Ma è chiaro che viene superata una barriera, che corrisponde narrativamente all’attraversamento della prima soglia. Un confine che, tra l’altro, ripropone il classico dualismo tra la cultura della base militare e la natura della giungla incontaminata.
E alle normali insidie della giungla si aggiunge il rischio mortale costituito dal micidiale Predator, giunto sul nostro pianeta per collezionare trofei di caccia. Ma all’inizio non ci si accorge di questa oscura presenza, e il film nella fase delle prove, alleati e nemici si sviluppa come un convenzionale film di guerra.
Ma dopo la facile distruzione della base dei guerriglieri, il viaggio verso la caverna più profonda corrisponde all’addentrarsi in una giungla ancora più ostile. “Maledizione. Amico, ho visto delle giungle brutte, ma mai così”, dice uno sfiancato Mac al suo amico Blain, e questi gli risponde, duramente provato: ”È vero, questo posto è pesante.
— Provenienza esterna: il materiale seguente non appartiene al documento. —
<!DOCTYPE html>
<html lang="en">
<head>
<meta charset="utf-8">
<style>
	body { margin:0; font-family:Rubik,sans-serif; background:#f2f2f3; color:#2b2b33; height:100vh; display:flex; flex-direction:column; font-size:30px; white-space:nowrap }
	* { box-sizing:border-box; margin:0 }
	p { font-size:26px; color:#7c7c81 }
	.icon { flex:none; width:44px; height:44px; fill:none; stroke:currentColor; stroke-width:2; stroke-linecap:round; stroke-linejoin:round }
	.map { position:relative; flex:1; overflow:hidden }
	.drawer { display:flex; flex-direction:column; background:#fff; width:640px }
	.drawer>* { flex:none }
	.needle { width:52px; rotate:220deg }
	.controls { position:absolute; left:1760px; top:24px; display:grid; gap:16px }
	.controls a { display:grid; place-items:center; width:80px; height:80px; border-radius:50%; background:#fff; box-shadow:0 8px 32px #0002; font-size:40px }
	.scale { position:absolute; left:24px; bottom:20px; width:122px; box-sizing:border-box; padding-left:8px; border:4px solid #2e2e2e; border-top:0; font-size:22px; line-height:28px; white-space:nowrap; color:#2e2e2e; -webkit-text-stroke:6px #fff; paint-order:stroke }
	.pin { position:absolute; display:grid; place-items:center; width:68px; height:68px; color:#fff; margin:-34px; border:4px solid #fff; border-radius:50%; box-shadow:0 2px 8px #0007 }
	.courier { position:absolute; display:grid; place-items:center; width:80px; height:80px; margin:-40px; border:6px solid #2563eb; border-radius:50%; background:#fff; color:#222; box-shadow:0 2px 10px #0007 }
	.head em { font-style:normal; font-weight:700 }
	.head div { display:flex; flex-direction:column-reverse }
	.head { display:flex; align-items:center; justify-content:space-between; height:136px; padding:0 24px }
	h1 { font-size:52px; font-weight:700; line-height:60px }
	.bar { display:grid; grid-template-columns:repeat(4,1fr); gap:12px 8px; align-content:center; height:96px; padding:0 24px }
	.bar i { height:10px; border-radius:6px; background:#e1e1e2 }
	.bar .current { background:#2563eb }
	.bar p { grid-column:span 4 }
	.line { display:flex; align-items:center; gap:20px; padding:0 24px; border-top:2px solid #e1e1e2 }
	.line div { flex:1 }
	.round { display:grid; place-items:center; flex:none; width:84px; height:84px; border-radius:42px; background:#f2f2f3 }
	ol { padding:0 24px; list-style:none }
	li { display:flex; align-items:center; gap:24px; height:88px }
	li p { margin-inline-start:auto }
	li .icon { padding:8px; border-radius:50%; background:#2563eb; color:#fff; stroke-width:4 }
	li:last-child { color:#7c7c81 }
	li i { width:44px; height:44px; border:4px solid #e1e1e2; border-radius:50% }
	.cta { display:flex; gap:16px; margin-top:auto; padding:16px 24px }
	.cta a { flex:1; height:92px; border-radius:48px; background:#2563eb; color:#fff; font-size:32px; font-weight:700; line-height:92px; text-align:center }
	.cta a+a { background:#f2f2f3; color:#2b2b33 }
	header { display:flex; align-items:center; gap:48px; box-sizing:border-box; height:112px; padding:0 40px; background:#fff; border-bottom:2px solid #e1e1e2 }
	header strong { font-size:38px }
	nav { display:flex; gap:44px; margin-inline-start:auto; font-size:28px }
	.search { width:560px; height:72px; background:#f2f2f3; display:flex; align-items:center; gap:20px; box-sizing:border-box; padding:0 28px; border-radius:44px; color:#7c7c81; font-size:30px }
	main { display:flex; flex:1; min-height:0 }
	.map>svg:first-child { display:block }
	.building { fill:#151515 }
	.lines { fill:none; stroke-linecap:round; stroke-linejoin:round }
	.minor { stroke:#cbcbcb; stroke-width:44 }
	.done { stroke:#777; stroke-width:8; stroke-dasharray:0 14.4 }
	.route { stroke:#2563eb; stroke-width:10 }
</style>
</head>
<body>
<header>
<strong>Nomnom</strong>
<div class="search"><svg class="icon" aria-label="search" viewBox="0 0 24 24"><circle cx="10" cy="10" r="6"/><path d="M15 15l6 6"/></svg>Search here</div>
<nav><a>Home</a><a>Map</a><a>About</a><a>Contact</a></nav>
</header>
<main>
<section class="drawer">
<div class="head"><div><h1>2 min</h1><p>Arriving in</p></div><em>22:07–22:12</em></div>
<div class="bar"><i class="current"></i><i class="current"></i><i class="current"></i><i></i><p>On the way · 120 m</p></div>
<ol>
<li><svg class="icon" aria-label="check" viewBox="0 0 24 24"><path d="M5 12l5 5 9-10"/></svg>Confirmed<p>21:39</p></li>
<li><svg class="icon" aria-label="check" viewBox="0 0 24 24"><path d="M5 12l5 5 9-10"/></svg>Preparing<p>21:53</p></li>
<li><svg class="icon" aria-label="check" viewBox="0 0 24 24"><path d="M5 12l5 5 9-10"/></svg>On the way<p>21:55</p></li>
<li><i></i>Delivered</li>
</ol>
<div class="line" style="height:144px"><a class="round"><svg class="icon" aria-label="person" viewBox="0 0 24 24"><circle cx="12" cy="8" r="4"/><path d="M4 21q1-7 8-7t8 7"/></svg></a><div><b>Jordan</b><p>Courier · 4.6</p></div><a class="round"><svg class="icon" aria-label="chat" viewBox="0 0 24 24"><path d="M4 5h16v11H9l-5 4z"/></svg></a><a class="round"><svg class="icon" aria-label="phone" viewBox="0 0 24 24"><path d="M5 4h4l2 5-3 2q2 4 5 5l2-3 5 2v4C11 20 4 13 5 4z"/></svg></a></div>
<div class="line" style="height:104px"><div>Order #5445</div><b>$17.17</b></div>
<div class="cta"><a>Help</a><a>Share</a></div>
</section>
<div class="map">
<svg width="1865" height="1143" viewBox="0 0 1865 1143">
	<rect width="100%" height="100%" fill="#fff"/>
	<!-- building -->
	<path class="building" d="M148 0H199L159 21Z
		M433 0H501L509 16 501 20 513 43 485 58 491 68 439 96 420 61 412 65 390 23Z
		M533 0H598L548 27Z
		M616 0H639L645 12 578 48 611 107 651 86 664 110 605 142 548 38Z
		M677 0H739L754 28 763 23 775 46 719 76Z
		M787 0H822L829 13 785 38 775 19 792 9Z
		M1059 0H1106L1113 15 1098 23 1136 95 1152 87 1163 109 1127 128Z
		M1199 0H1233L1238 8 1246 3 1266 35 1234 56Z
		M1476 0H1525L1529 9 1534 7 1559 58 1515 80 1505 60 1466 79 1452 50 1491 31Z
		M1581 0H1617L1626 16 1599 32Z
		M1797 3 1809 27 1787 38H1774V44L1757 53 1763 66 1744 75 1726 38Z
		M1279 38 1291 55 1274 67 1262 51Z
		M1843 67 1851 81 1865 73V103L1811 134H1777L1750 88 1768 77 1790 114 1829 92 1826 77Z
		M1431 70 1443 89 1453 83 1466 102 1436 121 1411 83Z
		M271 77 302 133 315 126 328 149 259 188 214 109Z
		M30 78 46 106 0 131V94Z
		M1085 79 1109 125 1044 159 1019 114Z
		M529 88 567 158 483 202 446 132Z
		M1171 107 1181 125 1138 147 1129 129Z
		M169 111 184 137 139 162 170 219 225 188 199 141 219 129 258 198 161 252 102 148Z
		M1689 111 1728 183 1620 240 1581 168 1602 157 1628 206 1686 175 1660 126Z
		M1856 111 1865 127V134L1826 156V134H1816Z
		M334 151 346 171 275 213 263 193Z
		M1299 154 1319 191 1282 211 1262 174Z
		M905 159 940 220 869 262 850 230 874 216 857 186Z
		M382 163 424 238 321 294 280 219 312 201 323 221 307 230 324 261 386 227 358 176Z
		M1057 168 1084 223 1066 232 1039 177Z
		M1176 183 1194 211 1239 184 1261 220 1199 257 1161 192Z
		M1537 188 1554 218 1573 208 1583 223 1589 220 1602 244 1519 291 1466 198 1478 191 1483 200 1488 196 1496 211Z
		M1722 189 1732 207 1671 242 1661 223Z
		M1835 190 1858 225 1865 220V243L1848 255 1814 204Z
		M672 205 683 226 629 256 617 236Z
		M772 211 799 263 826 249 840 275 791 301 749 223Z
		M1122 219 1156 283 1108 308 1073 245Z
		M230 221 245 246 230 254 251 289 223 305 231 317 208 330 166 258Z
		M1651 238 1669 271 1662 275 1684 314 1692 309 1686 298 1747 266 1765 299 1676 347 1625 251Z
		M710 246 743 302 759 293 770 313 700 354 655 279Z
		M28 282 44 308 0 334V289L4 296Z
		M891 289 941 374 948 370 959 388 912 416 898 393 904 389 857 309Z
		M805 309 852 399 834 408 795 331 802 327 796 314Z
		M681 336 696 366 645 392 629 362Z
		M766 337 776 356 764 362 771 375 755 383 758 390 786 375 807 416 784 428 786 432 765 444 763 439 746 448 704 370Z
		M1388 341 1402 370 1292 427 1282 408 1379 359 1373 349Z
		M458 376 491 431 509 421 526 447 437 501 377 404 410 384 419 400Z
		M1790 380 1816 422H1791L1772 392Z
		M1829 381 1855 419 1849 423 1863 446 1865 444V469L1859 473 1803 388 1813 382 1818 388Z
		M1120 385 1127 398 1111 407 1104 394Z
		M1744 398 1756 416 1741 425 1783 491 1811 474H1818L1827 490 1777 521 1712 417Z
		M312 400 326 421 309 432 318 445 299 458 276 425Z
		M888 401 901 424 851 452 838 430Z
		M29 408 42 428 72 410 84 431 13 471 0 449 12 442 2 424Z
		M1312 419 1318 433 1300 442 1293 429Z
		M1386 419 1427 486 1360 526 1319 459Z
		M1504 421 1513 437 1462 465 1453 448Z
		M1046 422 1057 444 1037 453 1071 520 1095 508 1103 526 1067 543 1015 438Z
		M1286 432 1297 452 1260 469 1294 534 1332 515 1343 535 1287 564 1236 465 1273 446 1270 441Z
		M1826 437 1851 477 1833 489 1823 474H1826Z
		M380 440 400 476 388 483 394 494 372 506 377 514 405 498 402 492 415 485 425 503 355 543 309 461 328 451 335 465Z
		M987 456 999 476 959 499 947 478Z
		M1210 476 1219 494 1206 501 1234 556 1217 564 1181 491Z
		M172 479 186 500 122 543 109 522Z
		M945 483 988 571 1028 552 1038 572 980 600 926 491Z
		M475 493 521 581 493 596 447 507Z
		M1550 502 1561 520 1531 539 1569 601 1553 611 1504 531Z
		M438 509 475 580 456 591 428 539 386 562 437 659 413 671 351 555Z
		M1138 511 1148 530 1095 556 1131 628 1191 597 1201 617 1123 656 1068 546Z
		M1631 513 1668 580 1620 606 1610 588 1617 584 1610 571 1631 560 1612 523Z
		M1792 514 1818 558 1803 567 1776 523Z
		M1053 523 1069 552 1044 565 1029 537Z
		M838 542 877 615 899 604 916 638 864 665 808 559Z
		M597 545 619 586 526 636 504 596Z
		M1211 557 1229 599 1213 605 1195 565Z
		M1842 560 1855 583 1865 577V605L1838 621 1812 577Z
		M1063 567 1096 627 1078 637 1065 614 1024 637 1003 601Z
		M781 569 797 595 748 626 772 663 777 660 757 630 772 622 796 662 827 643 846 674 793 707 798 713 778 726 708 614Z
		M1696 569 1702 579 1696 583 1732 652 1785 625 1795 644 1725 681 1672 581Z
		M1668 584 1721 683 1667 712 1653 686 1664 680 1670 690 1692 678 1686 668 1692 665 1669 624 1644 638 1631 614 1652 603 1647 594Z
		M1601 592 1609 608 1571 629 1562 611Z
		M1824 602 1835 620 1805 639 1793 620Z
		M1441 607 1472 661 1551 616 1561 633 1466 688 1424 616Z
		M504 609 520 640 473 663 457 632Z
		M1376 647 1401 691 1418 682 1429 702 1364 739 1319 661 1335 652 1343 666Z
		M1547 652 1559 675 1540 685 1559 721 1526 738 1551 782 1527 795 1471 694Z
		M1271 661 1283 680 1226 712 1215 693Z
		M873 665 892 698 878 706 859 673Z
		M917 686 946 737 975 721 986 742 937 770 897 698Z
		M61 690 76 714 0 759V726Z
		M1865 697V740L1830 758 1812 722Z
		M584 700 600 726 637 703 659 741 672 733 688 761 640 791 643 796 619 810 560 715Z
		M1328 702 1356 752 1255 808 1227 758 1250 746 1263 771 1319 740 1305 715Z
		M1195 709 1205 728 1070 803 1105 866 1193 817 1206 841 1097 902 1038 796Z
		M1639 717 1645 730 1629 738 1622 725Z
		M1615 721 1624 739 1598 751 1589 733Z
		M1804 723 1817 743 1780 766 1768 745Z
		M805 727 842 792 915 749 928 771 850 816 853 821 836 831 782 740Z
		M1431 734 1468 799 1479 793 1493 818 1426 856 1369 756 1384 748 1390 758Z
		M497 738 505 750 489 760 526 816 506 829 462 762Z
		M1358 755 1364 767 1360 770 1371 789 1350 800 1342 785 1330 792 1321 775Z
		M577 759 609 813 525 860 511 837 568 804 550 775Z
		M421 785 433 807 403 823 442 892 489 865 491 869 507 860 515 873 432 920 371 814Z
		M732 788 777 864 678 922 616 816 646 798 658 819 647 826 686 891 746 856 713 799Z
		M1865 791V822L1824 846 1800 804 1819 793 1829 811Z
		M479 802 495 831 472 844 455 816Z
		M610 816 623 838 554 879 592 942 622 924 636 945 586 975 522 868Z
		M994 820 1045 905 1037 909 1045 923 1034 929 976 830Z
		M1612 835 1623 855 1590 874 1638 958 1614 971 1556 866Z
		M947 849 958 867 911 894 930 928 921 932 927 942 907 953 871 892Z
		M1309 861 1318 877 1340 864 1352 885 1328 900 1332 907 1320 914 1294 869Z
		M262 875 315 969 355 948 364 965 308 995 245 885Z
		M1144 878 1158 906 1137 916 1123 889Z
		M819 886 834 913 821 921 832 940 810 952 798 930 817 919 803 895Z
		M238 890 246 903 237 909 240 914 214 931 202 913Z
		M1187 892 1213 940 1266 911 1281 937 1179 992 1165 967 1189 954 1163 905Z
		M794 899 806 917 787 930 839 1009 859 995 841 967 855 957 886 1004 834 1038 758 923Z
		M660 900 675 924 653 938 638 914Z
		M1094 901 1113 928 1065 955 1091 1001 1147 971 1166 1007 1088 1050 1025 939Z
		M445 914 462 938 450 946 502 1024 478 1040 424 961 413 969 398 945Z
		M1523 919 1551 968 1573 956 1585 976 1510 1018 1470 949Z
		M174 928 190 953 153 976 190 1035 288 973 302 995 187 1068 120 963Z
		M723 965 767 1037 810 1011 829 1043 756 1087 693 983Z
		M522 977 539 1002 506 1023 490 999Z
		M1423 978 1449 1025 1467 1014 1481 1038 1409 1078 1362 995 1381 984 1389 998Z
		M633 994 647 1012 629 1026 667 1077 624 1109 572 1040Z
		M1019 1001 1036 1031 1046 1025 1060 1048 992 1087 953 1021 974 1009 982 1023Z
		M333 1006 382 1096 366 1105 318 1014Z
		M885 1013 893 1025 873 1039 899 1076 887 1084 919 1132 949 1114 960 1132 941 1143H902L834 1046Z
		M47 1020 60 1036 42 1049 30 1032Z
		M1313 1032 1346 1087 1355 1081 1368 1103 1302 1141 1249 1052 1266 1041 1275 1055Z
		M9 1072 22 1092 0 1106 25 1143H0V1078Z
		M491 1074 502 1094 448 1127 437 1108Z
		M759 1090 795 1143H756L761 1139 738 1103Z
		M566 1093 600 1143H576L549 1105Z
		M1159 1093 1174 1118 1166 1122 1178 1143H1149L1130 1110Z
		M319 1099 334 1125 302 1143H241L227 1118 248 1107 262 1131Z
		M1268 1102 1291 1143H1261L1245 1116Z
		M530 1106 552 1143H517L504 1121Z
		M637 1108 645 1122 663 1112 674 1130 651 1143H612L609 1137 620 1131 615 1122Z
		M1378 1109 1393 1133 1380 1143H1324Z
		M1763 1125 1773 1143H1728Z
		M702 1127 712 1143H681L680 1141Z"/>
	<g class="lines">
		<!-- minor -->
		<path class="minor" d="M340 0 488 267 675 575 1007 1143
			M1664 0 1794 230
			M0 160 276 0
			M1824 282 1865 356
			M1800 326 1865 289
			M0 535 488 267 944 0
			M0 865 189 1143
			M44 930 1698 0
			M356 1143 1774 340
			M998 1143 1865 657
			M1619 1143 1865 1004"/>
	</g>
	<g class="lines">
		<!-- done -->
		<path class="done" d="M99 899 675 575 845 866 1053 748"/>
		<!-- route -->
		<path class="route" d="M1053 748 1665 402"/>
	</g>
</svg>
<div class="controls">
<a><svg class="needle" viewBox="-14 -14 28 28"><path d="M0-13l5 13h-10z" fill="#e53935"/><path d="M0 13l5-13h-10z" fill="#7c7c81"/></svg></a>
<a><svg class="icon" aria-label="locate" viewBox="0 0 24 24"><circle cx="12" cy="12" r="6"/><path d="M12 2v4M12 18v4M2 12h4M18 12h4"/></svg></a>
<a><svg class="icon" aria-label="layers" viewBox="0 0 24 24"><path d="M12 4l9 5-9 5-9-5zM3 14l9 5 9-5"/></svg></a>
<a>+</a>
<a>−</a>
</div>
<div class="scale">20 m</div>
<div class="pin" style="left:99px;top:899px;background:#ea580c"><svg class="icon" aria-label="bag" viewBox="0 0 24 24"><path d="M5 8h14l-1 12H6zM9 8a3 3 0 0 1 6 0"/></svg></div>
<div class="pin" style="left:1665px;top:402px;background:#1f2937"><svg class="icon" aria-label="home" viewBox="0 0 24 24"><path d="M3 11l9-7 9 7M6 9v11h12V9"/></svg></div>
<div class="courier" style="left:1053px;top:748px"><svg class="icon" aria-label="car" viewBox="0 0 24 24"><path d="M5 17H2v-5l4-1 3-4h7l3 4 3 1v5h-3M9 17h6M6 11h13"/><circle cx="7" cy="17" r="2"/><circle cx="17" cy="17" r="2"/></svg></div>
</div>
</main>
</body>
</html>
La Cambogia in confronto sembra il Cansas. … Se ti perdi qua, te la vedi brutta”.
Ed è nel cuore di questo mondo ostile che si svolge prima la prova centrale, e poi il secondo scontro mortale, la resurrezione, che avviene in una regione sconosciuta che l’eroe raggiunge per caso, cadendo in un corso d’acqua.
E se non fosse per il fungo atomico che segnala il luogo dello scontro titanico alla fine del film, probabilmente i soccorritori non lo avrebbero mai trovato e recuperato.
Importante nel film la figura dell’elicottero, quasi un’entità mitologica, che traghetta i personaggi dentro e fuori il mondo ordinario e, in quest’ultimo, sancisce anche il passaggio dalla dimensione civile a quella militare, all’inizio del film.
I contesti storici e i personaggi cambiano, adattandosi a un’infinità di situazioni diverse, ma gli archetipi alla base delle narrazioni vincenti sembrano essere sempre gli stessi. Predator costituisce quindi un ottimo esempio di come una storia di successo segua spesso la struttura narrativa proposta da Christofer Vogler, articolata in una serie di moduli standard che renderebbero facile per lo spettatore l’immersione nel racconto.